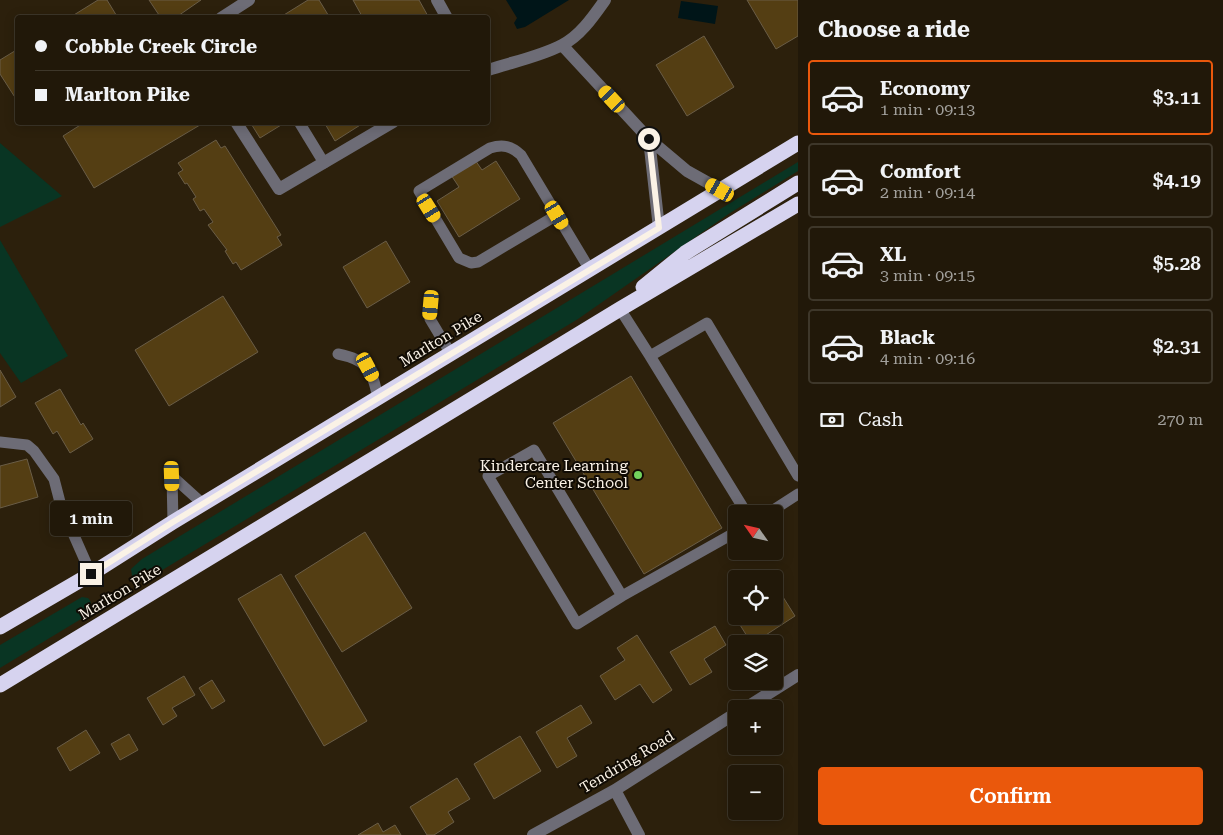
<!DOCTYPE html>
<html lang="en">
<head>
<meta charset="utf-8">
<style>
  :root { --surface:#211809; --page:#292112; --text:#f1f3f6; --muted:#a2a09c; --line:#3e372a; --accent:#ea580c }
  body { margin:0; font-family:"Roboto Serif",serif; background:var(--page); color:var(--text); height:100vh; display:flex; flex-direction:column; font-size:19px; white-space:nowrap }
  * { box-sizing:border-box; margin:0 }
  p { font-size:16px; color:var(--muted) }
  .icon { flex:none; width:28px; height:28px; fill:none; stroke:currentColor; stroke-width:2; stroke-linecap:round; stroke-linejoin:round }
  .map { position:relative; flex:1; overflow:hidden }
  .sheet { display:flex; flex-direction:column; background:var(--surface); width:425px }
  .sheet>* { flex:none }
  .top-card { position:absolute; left:15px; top:15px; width:475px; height:110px; border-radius:5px; box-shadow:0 2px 12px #0003,0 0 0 1px var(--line); display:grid; align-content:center; height:110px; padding:0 20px; background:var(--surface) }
  .needle { width:32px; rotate:304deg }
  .fabs { position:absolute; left:728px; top:505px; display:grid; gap:10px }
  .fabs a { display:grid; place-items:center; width:55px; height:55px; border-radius:5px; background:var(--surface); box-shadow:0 2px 12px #0003,0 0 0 1px var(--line); font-size:25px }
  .end { position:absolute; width:22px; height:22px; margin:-11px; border:6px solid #faf2e6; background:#111; box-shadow:0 0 0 2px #111 }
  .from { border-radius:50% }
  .bubble { position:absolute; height:35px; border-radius:5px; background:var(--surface); box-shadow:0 2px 12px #0003,0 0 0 1px var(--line); font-size:16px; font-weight:600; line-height:35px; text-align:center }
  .car { position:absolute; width:15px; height:30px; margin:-15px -8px; border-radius:6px; box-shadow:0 0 4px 1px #0007; background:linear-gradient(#f5c518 24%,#345 0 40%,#f5c518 0 76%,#345 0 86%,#f5c518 0) }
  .top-card b { display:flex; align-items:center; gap:18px; height:48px; font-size:19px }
  .top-card b+b { border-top:1px solid var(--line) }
  .top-card i { width:12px; height:12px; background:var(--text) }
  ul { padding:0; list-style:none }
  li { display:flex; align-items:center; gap:15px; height:75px; margin:0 10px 8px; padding:0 10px; border:2px solid var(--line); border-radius:5px }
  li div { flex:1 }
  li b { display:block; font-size:19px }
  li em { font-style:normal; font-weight:600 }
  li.selected { border-color:var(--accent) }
  li>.icon { width:45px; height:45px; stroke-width:1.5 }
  h2 { padding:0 20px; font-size:22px; line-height:60px }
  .pay { display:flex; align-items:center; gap:12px; height:55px; padding:0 20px; font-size:19px }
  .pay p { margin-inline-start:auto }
  .primary-button { display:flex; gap:10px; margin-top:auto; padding:10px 20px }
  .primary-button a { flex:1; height:58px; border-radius:5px; background:var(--accent); color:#fff; font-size:20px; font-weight:600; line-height:58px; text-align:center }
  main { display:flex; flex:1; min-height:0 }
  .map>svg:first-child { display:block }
</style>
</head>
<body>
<main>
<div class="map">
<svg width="798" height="835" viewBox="0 0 798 835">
  <rect width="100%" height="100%" fill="#2c200c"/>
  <path fill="#093523" d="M0,143L62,196L0,227Z
    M798,162V171L730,213L578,319L149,578L139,580L132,576L131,569L142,559Z
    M0,240L68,356L21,383L0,353Z
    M82,597L88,598C94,604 91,611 86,616L0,668V645Z"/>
  <path fill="#001518" d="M506,0H569L525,27L517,29L514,23L517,18Z
    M681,1L718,6L715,24L678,18Z"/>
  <path fill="#543e13" stroke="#6a5d47" d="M98,0H107L118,18H69Z
    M149,0H201L175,18H161Z
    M308,0H319L330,18H279Z
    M353,0H419L429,18H363Z
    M747,0H798V36L776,49Z
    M704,36L734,87L687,116L656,65Z
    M18,49V102L0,74V60Z
    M85,122H205L94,188L63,136Z
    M250,122H286L260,138Z
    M324,122H365L335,141Z
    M216,140L221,148L225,146L281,235L277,237L282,245L241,270L236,262L233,264L225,251L227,250L208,225L213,222L204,209L200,211L193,199L196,197L187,183L185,184L178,173L183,170L178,163Z
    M473,157L482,170L496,161L520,199L459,237L437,201L459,187L449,172Z
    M386,241L410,282L367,308L343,267Z
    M223,296L258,352L169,406L135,350Z
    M0,370L16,397L0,407Z
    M631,376L722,528L644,574L553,423Z
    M60,389L81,425L83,423L93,439L70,453L57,431L53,434L35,403Z
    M27,459L38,497L0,508V466Z
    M365,532L412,608L342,652L295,576Z
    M281,574L367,721L324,746L238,599Z
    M778,589L795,616L752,644L735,617L774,616V591Z
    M715,626L726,645L704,659L712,672L690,685L670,652Z
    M637,635L672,690L653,703L640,684L615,700L600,676L625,660L617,648Z
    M184,676L195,695L172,708L177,716L163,725L147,698Z
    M212,680L225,701L212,709L199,688Z
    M581,705L592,723L567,738L577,756L557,768L536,732Z
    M86,730L100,753L70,771L57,748Z
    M129,734L138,750L120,760L111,744Z
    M520,736L541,771L494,799L474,764Z
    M457,778L470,799L448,812L454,822L434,835H427L410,807Z
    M378,823L383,832L395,825L401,835H358Z"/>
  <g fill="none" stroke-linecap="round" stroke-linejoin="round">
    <path stroke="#6d6c76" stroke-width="11" d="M299,122L324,163
      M557,215L478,262L471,263L459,258L419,191L490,148C503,144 511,146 521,155L590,270
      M431,305L430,319L451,354
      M620,309L650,356
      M338,354C368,360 372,369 378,398
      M0,442L27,445L34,451L54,479L61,506L91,574
      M747,514L650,356L707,323L798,476
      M767,514L798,494
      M173,522L172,476L203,504
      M622,596L534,450L488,476L577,624L622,596L736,532"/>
    <path stroke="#6d6c76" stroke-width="12" d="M437,0L447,18
      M221,18L249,0
      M562,45L649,139
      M488,70C512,62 539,57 562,45C580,36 593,17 605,0
      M236,122L279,189L393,122
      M659,228L649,139L687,171L721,190
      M744,709L798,675
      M615,790L639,835
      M533,835L615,790L736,713"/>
    <path stroke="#d6d3ef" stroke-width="15" d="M643,287L685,253L798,183
      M0,627L91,574L173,522L798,143
      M0,685L620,309L798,204"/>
  </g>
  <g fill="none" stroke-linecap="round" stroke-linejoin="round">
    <path stroke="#faf2e6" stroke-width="6" d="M91,574L173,522L659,228L649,139"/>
  </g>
  <circle fill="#72d25d" stroke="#100b04" stroke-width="2" cx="638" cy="475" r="5"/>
  <g text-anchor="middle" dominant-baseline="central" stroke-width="4" stroke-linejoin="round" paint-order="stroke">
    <g font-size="15" fill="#faf2e6" stroke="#100b04">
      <text transform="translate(441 339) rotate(-31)">Marlton Pike</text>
      <text transform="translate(120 592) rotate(-31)">Marlton Pike</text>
      <text transform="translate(627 762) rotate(-31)">Tendring Road</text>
    </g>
    <g font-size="15" fill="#faf2e6" stroke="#100b04" text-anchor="end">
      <text x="628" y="466">Kindercare Learning<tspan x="628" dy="17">Center School</tspan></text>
    </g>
  </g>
</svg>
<div class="fabs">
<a><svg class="needle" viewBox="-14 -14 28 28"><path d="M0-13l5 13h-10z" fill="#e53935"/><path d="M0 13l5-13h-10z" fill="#a2a09c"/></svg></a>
<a><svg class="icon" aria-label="locate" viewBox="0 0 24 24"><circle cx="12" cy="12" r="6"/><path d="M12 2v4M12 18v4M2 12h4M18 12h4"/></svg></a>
<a><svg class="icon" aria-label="layers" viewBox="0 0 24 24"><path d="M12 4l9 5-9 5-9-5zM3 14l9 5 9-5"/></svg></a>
<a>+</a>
<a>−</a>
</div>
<i class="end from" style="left:649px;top:139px"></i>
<i class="end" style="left:91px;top:574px"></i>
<div class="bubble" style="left:50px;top:501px;width:82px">1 min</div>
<i class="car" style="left:612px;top:99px;rotate:317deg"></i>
<i class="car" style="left:720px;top:190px;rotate:300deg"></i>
<i class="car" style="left:429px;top:208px;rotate:148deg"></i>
<i class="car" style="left:557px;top:215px;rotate:149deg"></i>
<i class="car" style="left:431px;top:305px;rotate:185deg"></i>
<i class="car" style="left:368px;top:367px;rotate:152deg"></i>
<i class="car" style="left:172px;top:476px;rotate:178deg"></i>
<div class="top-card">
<b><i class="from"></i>Cobble Creek Circle</b>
<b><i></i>Marlton Pike</b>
</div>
</div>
<section class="sheet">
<h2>Choose a ride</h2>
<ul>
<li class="selected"><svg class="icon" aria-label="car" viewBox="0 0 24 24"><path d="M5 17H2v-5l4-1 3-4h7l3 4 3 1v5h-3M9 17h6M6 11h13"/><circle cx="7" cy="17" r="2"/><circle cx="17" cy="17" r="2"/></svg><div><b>Economy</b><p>1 min · 09:13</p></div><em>$3.11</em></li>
<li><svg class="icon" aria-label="car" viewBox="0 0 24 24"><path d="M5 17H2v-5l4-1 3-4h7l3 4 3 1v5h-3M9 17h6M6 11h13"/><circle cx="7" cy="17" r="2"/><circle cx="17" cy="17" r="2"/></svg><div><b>Comfort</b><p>2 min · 09:14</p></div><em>$4.19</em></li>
<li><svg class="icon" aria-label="car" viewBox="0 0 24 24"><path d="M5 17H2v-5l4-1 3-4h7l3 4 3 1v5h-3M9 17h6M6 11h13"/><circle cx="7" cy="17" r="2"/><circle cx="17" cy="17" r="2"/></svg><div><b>XL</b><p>3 min · 09:15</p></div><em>$5.28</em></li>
<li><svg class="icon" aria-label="car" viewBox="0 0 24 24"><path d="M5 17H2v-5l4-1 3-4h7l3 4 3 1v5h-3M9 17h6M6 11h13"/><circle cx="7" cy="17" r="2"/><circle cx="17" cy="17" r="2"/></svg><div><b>Black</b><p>4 min · 09:16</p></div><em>$2.31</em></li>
</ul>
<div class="pay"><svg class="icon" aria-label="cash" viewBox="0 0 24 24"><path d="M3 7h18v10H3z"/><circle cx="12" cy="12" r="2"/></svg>Cash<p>270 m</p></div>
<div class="primary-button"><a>Confirm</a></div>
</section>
</main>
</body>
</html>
____________________
Reproduce verbatim the lines of the material above, beginning with its first line and ending with the line that contains "position:absolute; width:15px; height:30px;"; skip pictures.

<!DOCTYPE html>
<html lang="en">
<head>
<meta charset="utf-8">
<style>
  :root { --surface:#211809; --page:#292112; --text:#f1f3f6; --muted:#a2a09c; --line:#3e372a; --accent:#ea580c }
  body { margin:0; font-family:"Roboto Serif",serif; background:var(--page); color:var(--text); height:100vh; display:flex; flex-direction:column; font-size:19px; white-space:nowrap }
  * { box-sizing:border-box; margin:0 }
  p { font-size:16px; color:var(--muted) }
  .icon { flex:none; width:28px; height:28px; fill:none; stroke:currentColor; stroke-width:2; stroke-linecap:round; stroke-linejoin:round }
  .map { position:relative; flex:1; overflow:hidden }
  .sheet { display:flex; flex-direction:column; background:var(--surface); width:425px }
  .sheet>* { flex:none }
  .top-card { position:absolute; left:15px; top:15px; width:475px; height:110px; border-radius:5px; box-shadow:0 2px 12px #0003,0 0 0 1px var(--line); display:grid; align-content:center; height:110px; padding:0 20px; background:var(--surface) }
  .needle { width:32px; rotate:304deg }
  .fabs { position:absolute; left:728px; top:505px; display:grid; gap:10px }
  .fabs a { display:grid; place-items:center; width:55px; height:55px; border-radius:5px; background:var(--surface); box-shadow:0 2px 12px #0003,0 0 0 1px var(--line); font-size:25px }
  .end { position:absolute; width:22px; height:22px; margin:-11px; border:6px solid #faf2e6; background:#111; box-shadow:0 0 0 2px #111 }
  .from { border-radius:50% }
  .bubble { position:absolute; height:35px; border-radius:5px; background:var(--surface); box-shadow:0 2px 12px #0003,0 0 0 1px var(--line); font-size:16px; font-weight:600; line-height:35px; text-align:center }
  .car { position:absolute; width:15px; height:30px; margin:-15px -8px; border-radius:6px; box-shadow:0 0 4px 1px #0007; background:linear-gradient(#f5c518 24%,#345 0 40%,#f5c518 0 76%,#345 0 86%,#f5c518 0) }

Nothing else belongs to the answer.